• TASK REQUIREMENTS:
Check every line of the entries below for "stream", and copy the lines that have it.

'''

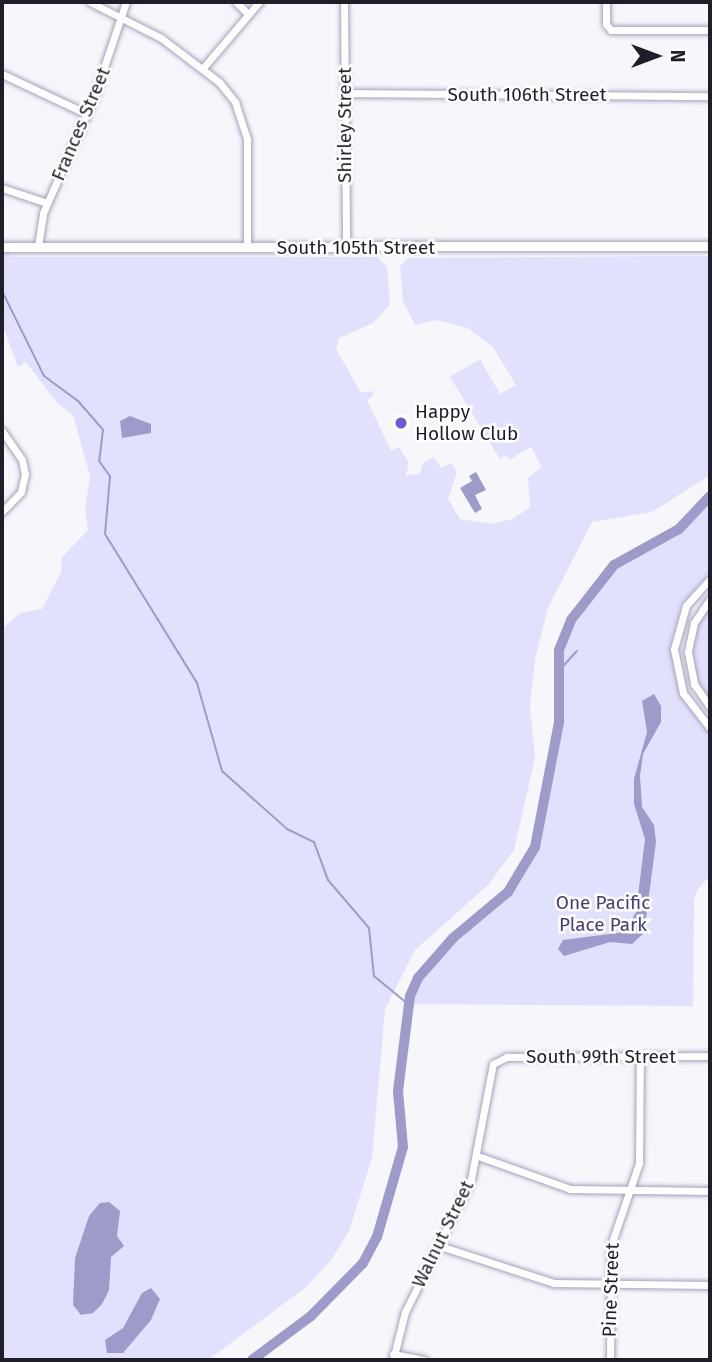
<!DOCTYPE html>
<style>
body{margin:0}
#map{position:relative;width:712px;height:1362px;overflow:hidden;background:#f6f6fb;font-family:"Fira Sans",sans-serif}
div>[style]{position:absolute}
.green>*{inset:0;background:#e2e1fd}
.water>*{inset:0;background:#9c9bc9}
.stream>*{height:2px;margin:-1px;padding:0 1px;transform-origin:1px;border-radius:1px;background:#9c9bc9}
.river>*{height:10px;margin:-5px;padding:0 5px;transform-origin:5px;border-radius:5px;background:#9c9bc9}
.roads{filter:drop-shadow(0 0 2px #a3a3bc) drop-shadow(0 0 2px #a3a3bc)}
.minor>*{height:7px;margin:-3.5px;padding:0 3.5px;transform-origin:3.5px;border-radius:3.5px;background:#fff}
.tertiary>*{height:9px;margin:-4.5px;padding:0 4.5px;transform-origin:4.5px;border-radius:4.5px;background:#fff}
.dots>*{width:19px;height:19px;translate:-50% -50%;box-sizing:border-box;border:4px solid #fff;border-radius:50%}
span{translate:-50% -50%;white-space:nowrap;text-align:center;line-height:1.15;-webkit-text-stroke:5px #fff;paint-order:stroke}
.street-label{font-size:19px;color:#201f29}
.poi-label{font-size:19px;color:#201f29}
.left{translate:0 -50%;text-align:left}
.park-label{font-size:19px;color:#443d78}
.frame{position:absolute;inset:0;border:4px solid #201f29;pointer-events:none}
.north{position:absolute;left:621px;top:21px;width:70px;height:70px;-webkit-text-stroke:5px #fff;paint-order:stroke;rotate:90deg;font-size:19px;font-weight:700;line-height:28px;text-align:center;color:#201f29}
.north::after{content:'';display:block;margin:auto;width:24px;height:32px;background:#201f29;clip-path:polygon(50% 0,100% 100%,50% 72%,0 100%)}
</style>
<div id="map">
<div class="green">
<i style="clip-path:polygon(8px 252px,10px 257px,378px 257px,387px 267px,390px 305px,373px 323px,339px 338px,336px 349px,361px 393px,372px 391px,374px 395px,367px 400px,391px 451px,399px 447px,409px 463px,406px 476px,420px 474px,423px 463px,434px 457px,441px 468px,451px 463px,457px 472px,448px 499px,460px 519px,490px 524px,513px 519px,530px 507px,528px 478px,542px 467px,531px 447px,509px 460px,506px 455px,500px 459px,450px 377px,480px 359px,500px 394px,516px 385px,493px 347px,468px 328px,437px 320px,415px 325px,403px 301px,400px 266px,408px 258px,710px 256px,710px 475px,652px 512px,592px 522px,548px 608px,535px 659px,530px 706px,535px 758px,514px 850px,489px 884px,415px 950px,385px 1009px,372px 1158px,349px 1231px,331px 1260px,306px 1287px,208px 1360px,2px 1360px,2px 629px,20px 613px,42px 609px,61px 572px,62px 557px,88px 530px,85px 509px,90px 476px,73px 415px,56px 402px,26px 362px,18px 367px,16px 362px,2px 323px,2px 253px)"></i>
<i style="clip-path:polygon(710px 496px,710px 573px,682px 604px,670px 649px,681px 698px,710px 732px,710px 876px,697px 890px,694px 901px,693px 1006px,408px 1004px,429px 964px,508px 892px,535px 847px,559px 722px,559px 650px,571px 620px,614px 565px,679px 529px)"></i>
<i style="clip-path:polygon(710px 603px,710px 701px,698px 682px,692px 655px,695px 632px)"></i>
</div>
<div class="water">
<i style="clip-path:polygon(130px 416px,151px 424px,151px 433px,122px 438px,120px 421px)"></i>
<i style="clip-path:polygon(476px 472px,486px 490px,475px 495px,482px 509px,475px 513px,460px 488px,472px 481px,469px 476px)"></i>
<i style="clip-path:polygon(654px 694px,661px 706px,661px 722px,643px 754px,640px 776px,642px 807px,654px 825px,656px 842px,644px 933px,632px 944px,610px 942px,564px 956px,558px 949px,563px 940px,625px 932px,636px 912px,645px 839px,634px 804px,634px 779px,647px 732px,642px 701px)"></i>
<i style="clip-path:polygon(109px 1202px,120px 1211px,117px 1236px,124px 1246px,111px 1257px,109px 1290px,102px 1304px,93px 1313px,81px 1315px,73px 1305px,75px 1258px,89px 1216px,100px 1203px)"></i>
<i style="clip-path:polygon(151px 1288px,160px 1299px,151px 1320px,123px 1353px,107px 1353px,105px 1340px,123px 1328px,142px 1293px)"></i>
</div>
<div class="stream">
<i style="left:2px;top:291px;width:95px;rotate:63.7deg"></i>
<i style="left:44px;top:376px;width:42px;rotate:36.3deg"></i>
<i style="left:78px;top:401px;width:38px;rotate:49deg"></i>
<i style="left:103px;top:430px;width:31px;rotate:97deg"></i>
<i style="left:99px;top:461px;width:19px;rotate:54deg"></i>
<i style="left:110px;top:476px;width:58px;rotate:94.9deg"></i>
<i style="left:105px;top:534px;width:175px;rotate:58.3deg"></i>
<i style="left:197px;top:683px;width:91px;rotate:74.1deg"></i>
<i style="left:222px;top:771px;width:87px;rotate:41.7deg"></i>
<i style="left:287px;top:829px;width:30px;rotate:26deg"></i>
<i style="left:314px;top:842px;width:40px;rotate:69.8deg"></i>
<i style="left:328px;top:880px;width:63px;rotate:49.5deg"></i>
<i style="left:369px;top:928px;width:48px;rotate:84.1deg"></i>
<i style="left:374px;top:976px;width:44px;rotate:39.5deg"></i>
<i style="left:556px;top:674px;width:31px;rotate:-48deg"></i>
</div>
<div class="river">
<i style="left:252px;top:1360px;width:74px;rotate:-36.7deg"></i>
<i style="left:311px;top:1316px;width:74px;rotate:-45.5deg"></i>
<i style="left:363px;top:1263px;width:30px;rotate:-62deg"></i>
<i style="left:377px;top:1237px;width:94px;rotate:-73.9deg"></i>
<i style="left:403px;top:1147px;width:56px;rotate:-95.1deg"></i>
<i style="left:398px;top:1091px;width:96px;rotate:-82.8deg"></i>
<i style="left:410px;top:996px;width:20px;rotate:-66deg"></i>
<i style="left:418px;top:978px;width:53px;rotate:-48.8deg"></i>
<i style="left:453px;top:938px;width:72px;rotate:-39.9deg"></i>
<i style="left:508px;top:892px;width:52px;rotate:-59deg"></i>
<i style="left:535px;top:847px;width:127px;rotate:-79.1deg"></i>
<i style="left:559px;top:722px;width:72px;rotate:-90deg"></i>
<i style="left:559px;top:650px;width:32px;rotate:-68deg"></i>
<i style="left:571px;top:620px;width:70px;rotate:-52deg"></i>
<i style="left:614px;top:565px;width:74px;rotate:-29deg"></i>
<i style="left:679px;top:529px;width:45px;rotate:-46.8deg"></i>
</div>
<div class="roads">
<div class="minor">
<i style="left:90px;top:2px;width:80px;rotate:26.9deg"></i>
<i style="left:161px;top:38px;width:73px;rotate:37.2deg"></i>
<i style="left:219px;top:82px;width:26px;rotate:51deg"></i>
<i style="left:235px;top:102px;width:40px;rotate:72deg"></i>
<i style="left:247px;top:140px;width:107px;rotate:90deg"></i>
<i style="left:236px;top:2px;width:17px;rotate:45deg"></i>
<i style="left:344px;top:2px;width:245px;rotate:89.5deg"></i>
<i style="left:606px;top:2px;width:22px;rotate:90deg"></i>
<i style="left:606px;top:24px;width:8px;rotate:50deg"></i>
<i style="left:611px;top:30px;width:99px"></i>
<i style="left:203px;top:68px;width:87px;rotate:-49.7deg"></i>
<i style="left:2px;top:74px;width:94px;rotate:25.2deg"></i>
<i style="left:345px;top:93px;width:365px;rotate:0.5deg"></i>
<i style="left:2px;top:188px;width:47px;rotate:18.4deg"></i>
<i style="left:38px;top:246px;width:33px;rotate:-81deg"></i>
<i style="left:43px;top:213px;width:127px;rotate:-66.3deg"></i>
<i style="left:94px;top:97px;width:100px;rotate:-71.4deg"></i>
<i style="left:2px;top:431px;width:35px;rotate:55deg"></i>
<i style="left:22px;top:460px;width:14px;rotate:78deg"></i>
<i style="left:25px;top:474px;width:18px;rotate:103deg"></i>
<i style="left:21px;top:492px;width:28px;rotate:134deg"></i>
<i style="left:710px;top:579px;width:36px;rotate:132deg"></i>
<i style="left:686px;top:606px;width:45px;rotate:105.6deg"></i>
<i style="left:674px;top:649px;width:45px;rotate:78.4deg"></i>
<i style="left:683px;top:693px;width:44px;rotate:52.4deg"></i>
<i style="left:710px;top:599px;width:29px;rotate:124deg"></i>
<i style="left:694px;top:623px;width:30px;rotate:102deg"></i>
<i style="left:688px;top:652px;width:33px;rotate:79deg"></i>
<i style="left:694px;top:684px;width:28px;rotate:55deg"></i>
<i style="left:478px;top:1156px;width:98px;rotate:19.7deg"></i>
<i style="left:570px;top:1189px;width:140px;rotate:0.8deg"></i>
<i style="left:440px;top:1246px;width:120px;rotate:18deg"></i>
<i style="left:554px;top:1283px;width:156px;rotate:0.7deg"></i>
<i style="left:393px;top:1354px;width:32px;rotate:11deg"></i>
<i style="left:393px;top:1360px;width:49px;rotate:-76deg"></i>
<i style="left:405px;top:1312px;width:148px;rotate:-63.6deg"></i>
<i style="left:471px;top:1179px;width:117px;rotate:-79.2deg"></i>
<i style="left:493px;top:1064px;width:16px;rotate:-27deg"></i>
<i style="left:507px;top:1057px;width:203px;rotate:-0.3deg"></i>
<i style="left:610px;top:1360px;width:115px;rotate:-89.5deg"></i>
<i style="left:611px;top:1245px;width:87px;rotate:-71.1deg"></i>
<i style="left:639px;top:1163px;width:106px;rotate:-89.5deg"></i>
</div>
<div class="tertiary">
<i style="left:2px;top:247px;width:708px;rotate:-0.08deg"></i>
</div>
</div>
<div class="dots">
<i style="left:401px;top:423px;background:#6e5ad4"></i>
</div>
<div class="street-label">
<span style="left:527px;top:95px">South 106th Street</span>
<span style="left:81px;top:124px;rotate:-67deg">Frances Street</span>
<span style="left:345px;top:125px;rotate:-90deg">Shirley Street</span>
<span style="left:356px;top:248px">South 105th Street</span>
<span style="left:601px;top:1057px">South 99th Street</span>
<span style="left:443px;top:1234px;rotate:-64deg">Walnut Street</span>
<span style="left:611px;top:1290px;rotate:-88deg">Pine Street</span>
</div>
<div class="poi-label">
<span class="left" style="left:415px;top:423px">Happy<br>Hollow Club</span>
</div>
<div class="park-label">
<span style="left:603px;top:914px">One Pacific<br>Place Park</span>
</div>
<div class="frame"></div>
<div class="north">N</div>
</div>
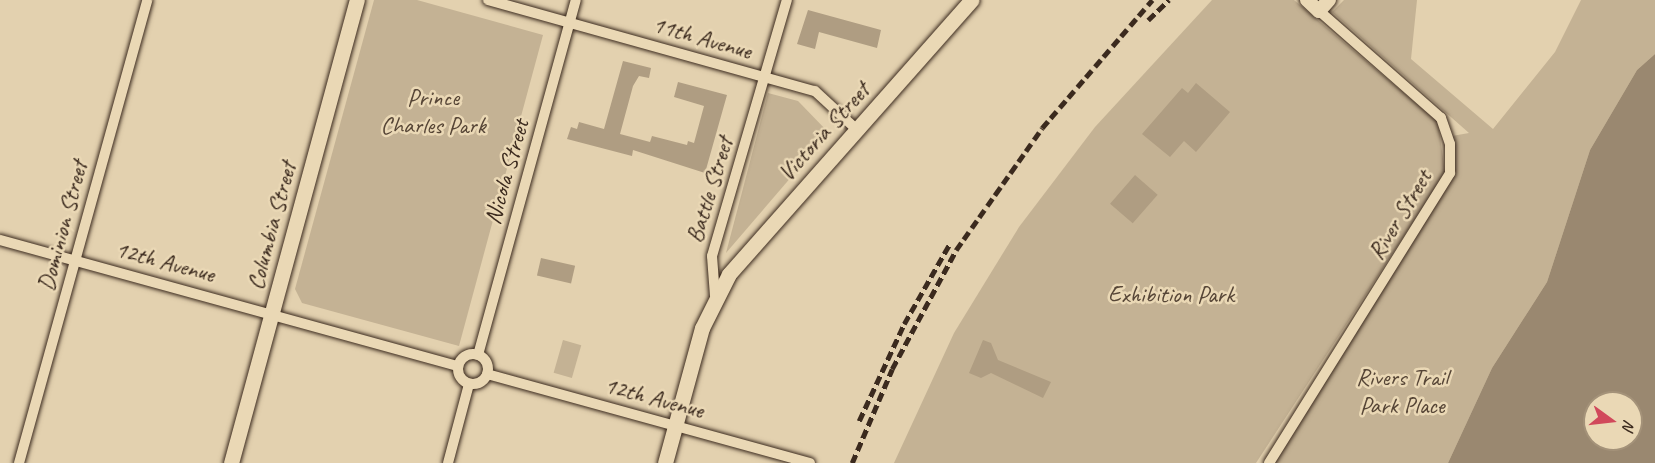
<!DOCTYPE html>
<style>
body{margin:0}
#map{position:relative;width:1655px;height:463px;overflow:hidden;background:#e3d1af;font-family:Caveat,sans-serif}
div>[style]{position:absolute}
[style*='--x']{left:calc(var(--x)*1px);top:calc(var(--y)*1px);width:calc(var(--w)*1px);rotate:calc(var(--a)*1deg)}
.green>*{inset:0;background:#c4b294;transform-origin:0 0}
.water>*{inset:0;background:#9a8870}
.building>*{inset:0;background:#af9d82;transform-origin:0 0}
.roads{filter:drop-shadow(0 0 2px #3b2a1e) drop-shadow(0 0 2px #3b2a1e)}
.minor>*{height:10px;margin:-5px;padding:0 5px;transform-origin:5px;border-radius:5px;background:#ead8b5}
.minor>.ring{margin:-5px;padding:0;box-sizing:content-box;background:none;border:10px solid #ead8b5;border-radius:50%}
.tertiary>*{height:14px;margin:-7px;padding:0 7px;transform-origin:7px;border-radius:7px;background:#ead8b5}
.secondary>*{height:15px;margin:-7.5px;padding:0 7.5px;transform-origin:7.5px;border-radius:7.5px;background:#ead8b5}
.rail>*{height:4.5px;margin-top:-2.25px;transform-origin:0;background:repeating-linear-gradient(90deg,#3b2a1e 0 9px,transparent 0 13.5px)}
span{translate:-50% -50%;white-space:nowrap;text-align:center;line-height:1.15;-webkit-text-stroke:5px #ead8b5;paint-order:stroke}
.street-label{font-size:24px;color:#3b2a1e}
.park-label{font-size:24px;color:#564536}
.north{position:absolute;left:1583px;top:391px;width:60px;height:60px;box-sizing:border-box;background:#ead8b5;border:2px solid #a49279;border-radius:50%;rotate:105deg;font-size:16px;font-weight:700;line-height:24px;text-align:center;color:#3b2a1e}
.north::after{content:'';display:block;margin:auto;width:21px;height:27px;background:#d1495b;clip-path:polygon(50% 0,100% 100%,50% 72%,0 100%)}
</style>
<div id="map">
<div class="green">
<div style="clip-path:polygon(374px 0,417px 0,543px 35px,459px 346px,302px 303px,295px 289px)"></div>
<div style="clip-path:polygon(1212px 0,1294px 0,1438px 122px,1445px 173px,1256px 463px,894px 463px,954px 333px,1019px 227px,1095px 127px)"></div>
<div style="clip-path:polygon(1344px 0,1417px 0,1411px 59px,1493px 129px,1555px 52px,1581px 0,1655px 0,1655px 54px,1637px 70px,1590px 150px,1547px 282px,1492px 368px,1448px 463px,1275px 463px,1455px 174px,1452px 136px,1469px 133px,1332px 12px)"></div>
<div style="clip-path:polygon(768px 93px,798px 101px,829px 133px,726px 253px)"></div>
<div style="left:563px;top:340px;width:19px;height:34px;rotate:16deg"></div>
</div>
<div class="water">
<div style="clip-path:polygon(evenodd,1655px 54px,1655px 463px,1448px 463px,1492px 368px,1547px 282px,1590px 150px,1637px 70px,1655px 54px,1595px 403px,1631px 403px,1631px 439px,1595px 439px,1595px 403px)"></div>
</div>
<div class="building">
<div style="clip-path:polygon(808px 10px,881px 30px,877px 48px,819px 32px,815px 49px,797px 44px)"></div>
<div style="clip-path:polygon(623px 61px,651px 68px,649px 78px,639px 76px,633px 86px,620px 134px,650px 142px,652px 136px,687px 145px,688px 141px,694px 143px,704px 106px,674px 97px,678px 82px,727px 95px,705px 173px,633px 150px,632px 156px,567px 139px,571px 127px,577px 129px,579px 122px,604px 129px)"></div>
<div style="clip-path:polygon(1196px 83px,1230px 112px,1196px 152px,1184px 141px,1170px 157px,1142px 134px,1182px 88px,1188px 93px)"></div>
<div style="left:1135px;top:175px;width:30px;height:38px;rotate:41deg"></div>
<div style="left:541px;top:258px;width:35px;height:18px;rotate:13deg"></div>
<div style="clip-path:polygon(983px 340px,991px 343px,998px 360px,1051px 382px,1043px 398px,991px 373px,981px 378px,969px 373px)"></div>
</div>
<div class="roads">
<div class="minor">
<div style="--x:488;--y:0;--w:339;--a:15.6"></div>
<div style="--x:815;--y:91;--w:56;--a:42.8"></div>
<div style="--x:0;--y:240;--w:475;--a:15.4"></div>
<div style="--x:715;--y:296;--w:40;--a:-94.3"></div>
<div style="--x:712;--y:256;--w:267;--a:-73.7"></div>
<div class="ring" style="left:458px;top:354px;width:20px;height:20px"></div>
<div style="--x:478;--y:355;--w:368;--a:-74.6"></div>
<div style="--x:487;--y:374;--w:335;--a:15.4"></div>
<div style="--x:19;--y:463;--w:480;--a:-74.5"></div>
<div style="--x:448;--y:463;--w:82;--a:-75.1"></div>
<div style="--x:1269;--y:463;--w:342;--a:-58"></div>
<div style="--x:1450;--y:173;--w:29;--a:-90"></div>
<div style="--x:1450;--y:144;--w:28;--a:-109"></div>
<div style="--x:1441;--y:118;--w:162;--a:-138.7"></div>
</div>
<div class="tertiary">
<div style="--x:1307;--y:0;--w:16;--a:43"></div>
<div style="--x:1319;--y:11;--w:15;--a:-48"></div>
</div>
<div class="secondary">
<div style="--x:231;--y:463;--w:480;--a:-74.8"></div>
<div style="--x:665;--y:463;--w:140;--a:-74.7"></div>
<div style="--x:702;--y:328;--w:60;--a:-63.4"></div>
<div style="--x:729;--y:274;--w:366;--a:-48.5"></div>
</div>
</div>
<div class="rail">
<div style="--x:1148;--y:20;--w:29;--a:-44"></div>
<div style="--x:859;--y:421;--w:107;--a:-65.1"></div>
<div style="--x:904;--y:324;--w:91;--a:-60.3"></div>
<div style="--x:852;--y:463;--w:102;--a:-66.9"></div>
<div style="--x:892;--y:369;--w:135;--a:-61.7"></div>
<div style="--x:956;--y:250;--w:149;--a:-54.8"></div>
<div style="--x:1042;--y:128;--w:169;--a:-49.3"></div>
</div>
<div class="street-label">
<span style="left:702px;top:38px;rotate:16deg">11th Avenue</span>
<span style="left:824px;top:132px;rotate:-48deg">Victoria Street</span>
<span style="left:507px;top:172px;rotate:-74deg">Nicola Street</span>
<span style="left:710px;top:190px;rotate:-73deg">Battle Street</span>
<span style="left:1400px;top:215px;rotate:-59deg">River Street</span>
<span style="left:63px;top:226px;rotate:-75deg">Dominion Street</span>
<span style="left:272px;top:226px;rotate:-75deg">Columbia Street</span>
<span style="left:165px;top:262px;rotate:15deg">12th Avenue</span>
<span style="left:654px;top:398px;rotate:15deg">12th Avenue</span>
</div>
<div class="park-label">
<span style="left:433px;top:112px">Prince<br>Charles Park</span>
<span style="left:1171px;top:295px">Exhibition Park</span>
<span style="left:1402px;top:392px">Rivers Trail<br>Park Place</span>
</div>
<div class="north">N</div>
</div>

'''

• SOLUTION TO THIS EXERCISE:
.stream>*{height:2px;margin:-1px;padding:0 1px;transform-origin:1px;border-radius:1px;background:#9c9bc9}
<div class="stream">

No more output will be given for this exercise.